Provide avenues where your Millennials can share their perspectives on ethics and compliance issues in their everyday work and life situations. When given the opportunity, our Millennial workforce will tell us what they need to make an informed, positive impact on our organizations’ cultures.

Accessing Knowledge

Millennials are used to accessing new knowledge and information via different channels and via multiple devices, at anytime or anyplace. This means formal, one-off training is not enough. Instead, we need to create immediate opportunities for knowledge exchange, conversation, and feedback on ethics and compliance topics in a consistent and timely cadence. And, we need to frame these opportunities into a cause because we have access to an entire generation that wants to stand for that cause in one way, shape, or another.

This means you will better engage your Millennials in deeper understanding when their personal ethical convictions are taken seriously within the organization and your compliance efforts reflect their mindset. Ethics and compliance can no longer be treated as a set of rules within the organization – they need to be embedded into the very fabric of the workplace.

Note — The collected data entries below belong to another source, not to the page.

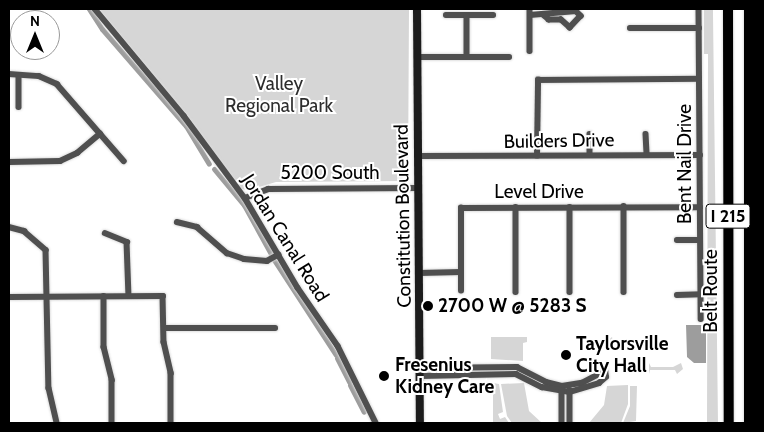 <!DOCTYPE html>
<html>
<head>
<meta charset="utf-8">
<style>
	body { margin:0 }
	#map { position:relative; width:764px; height:432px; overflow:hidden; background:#fff; font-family:Cabin,sans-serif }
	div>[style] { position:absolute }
	.green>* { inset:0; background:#d6d6d6 }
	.water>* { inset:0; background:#9d9d9d }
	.canal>* { height:5px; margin:-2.5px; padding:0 2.5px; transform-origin:2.5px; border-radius:2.5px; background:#9d9d9d }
	.roads { filter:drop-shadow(0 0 1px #dbdbdb) drop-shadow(0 0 1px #dbdbdb) }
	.street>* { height:5.5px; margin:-2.75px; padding:0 2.75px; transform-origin:2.75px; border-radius:2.75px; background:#4f4f4f }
	.secondary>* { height:8px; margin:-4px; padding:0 4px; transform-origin:4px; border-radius:4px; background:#1c1c1c }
	.highway>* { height:10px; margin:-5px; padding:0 5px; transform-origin:5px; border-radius:5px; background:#000 }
	.dots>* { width:14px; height:14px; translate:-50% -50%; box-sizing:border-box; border:2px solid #fff; border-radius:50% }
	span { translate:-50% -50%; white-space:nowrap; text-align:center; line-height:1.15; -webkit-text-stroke:4px #fff; paint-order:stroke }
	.shield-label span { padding:1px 4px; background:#fff; border:1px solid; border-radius:4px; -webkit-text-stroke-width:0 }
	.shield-label { font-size:18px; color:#000; font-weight:700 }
	.park-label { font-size:19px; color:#2d2d2d }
	.street-label { font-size:19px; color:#000 }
	.poi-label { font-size:19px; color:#000; font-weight:700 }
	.left { translate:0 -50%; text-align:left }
	.frame { position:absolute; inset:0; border:10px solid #000; pointer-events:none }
	.north { position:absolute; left:10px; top:10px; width:50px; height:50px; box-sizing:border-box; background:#fff; border:1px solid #999; border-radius:50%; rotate:0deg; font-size:14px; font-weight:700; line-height:20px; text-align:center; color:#000 }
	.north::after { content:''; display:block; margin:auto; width:18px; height:22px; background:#000; clip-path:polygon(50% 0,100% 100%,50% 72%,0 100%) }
</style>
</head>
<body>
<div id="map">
	<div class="green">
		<i style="clip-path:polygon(99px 9px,409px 9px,408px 181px,276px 182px,249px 190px,241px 189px,187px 115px)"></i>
		<i style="clip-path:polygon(704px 9px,713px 9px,713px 14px,718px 423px,707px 423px,708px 54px,704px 54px)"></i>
		<i style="clip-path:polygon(491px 337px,527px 337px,527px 342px,523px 343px,523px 361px,491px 359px)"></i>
		<i style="clip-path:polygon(612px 337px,613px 341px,624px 341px,625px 338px,627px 341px,644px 341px,647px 337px,647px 346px,643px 346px,644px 342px,613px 342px,609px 346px,608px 340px)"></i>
		<i style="clip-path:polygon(649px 363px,651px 367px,673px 367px,681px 363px,683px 369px,677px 374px,675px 370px,650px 370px,649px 374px)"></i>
		<i style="clip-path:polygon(493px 383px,499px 384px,503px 412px,498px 414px,500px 419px,505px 417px,509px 423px,493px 423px)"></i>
		<i style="clip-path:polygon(524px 383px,529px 411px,542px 423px,512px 423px,507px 416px,501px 384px)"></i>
		<i style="clip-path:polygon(628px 385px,628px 404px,621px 423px,589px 423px,604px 405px,607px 386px)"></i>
		<i style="clip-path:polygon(630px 386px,637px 386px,636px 421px,623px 423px,630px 406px)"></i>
	</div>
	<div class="water">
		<i style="clip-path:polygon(686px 325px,706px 325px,706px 363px,694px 363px,687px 357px)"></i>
	</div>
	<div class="canal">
		<i style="left:89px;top:9px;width:24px;rotate:57deg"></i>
		<i style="left:102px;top:29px;width:128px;rotate:49.1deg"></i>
		<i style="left:186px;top:126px;width:44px;rotate:58.8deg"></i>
		<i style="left:214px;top:169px;width:47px;rotate:50.2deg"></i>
		<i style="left:244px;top:205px;width:58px;rotate:61.2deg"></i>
		<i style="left:274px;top:260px;width:113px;rotate:56.9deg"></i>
		<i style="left:337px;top:358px;width:27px;rotate:63deg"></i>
		<i style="left:350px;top:385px;width:30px;rotate:63deg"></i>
	</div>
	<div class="roads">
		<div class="street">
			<i style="left:95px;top:9px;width:139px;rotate:50.2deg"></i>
			<i style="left:184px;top:116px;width:102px;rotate:53.4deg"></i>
			<i style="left:245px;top:198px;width:104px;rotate:59.5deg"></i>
			<i style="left:298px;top:288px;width:70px;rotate:55.4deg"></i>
			<i style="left:338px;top:346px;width:86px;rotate:63.7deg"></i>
			<i style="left:530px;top:9px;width:42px;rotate:90deg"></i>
			<i style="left:699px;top:9px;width:310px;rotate:89.6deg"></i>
			<i style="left:446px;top:15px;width:47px"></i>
			<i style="left:467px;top:15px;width:41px;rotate:90deg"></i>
			<i style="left:530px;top:15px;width:46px;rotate:-5deg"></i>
			<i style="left:576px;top:11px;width:7px;rotate:45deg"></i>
			<i style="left:581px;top:16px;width:16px;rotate:133deg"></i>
			<i style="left:570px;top:28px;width:12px;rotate:-138deg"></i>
			<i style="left:561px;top:20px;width:12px;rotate:180deg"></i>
			<i style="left:549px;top:20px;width:8px;rotate:-140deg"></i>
			<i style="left:630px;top:28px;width:69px"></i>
			<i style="left:418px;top:57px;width:91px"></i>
			<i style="left:9px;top:74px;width:30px;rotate:4deg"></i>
			<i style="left:39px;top:76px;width:20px;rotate:24deg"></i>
			<i style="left:57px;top:84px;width:102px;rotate:49deg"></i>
			<i style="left:19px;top:75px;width:32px;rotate:90deg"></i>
			<i style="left:590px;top:134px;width:21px;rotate:90deg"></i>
			<i style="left:646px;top:134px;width:21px;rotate:87deg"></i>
			<i style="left:418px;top:156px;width:282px;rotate:-0.2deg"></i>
			<i style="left:537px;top:156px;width:76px;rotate:-89.2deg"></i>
			<i style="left:538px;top:80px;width:161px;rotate:-0.4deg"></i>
			<i style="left:9px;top:162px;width:51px;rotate:-1.1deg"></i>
			<i style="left:60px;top:161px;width:19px;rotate:-25deg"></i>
			<i style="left:77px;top:153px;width:30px;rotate:-40deg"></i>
			<i style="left:245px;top:198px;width:25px;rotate:-21deg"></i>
			<i style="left:268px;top:189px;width:150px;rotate:-0.4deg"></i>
			<i style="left:624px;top:206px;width:86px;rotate:90deg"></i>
			<i style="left:516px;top:207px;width:85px;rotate:90deg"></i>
			<i style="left:570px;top:207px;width:85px;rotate:90deg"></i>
			<i style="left:177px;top:222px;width:21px;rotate:14deg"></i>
			<i style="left:197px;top:227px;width:40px;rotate:41deg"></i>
			<i style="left:227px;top:253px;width:18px;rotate:19deg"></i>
			<i style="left:244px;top:259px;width:23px;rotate:5deg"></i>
			<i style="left:267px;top:261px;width:13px;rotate:-29deg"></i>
			<i style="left:9px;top:227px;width:16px;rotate:15deg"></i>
			<i style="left:24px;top:231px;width:29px;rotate:41deg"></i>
			<i style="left:46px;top:250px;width:138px;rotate:88.8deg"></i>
			<i style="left:49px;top:388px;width:36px;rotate:77deg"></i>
			<i style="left:105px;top:233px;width:24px;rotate:22deg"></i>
			<i style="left:127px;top:242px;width:54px;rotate:87.9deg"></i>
			<i style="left:677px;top:240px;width:23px"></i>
			<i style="left:419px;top:273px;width:42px;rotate:-1.4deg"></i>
			<i style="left:461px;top:291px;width:83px;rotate:-90deg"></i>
			<i style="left:461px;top:208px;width:239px;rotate:-0.2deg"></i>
			<i style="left:677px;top:295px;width:24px;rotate:-2deg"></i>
			<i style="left:104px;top:296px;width:51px;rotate:90deg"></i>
			<i style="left:104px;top:347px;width:34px;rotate:76deg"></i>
			<i style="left:112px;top:380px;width:43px;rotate:90deg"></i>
			<i style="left:9px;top:297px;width:154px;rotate:-0.4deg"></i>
			<i style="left:163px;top:296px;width:46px;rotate:88.8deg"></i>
			<i style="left:164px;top:342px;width:32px;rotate:77deg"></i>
			<i style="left:171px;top:373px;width:50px;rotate:90deg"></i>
			<i style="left:164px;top:328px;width:111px"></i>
			<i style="left:420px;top:368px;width:97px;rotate:-0.6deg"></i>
			<i style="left:517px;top:367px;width:33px;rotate:27deg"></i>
			<i style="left:546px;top:382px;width:16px;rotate:14deg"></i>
			<i style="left:562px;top:386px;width:20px;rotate:-9deg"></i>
			<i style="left:582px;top:383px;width:26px;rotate:-28deg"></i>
			<i style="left:420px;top:376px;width:96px;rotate:-1.2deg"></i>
			<i style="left:516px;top:374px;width:29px;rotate:27deg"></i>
			<i style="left:542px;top:387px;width:28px;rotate:10deg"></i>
			<i style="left:570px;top:392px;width:30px;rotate:-17deg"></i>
			<i style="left:599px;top:383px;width:9px;rotate:-41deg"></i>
			<i style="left:606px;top:377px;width:6px;rotate:-99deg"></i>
			<i style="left:562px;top:390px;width:33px;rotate:90deg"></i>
			<i style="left:570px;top:390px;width:33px;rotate:90deg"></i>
		</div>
		<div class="secondary">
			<i style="left:417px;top:9px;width:414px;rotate:89.6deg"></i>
		</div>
		<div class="highway">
			<i style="left:728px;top:9px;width:414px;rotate:89.9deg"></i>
			<i style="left:749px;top:423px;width:414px;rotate:-90deg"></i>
		</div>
	</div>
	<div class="dots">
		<i style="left:428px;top:306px;background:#000"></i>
		<i style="left:566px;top:355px;background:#000"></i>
		<i style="left:384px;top:376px;background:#000"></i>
	</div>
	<div class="shield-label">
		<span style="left:728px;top:216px">I 215</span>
	</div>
	<div class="park-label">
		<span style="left:279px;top:95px">Valley<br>Regional Park</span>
	</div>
	<div class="street-label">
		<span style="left:559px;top:141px;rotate:-1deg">Builders Drive</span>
		<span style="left:685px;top:164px;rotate:-90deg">Bent Nail Drive</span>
		<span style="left:330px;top:173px">5200 South</span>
		<span style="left:539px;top:192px">Level Drive</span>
		<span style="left:403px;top:216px;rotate:-91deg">Constitution Boulevard</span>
		<span style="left:285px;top:238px;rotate:58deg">Jordan Canal Road</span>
		<span style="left:711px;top:291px;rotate:-90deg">Belt Route</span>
	</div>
	<div class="poi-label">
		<span class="left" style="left:438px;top:306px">2700 W @ 5283 S</span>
		<span class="left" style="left:576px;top:355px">Taylorsville<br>City Hall</span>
		<span class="left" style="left:395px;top:376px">Fresenius<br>Kidney Care</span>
	</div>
	<div class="frame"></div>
	<div class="north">N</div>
</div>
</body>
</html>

In How, Dov Seidman writes that it is values-based thinking, as opposed to rules and restrictions, that creates work environments of trust, risk, and innovation. He writes, “Values do double duty; they inspire us to do more than while simultaneously preventing us from doing less than.” In essence, the more we align ourselves with the core values of an organization, the more likely we are to uphold those values – this is especially true of Millennial members of the workforce who have deemed their organizations’ values to be fundamental to their reason for working in the first place.
Saving the Workplace
It is no longer about training a workforce to understand ethics and compliance. The Millennial workforce will personally champion their own moral compass within an organization. They are hungry for a “framework of good” that can guide their everyday practice, even when no one is watching over their shoulders.

So, how do we serve up compliance training to Millennials?

Perhaps it’s not so much about delivering a code of ethics program to our Millennial employees. Rather, our transfer of compliance knowledge should embrace the need for purpose, provide the Millennial workforce that knowledge when and where they need it, and embed their passion for social good into every corner of our workplace.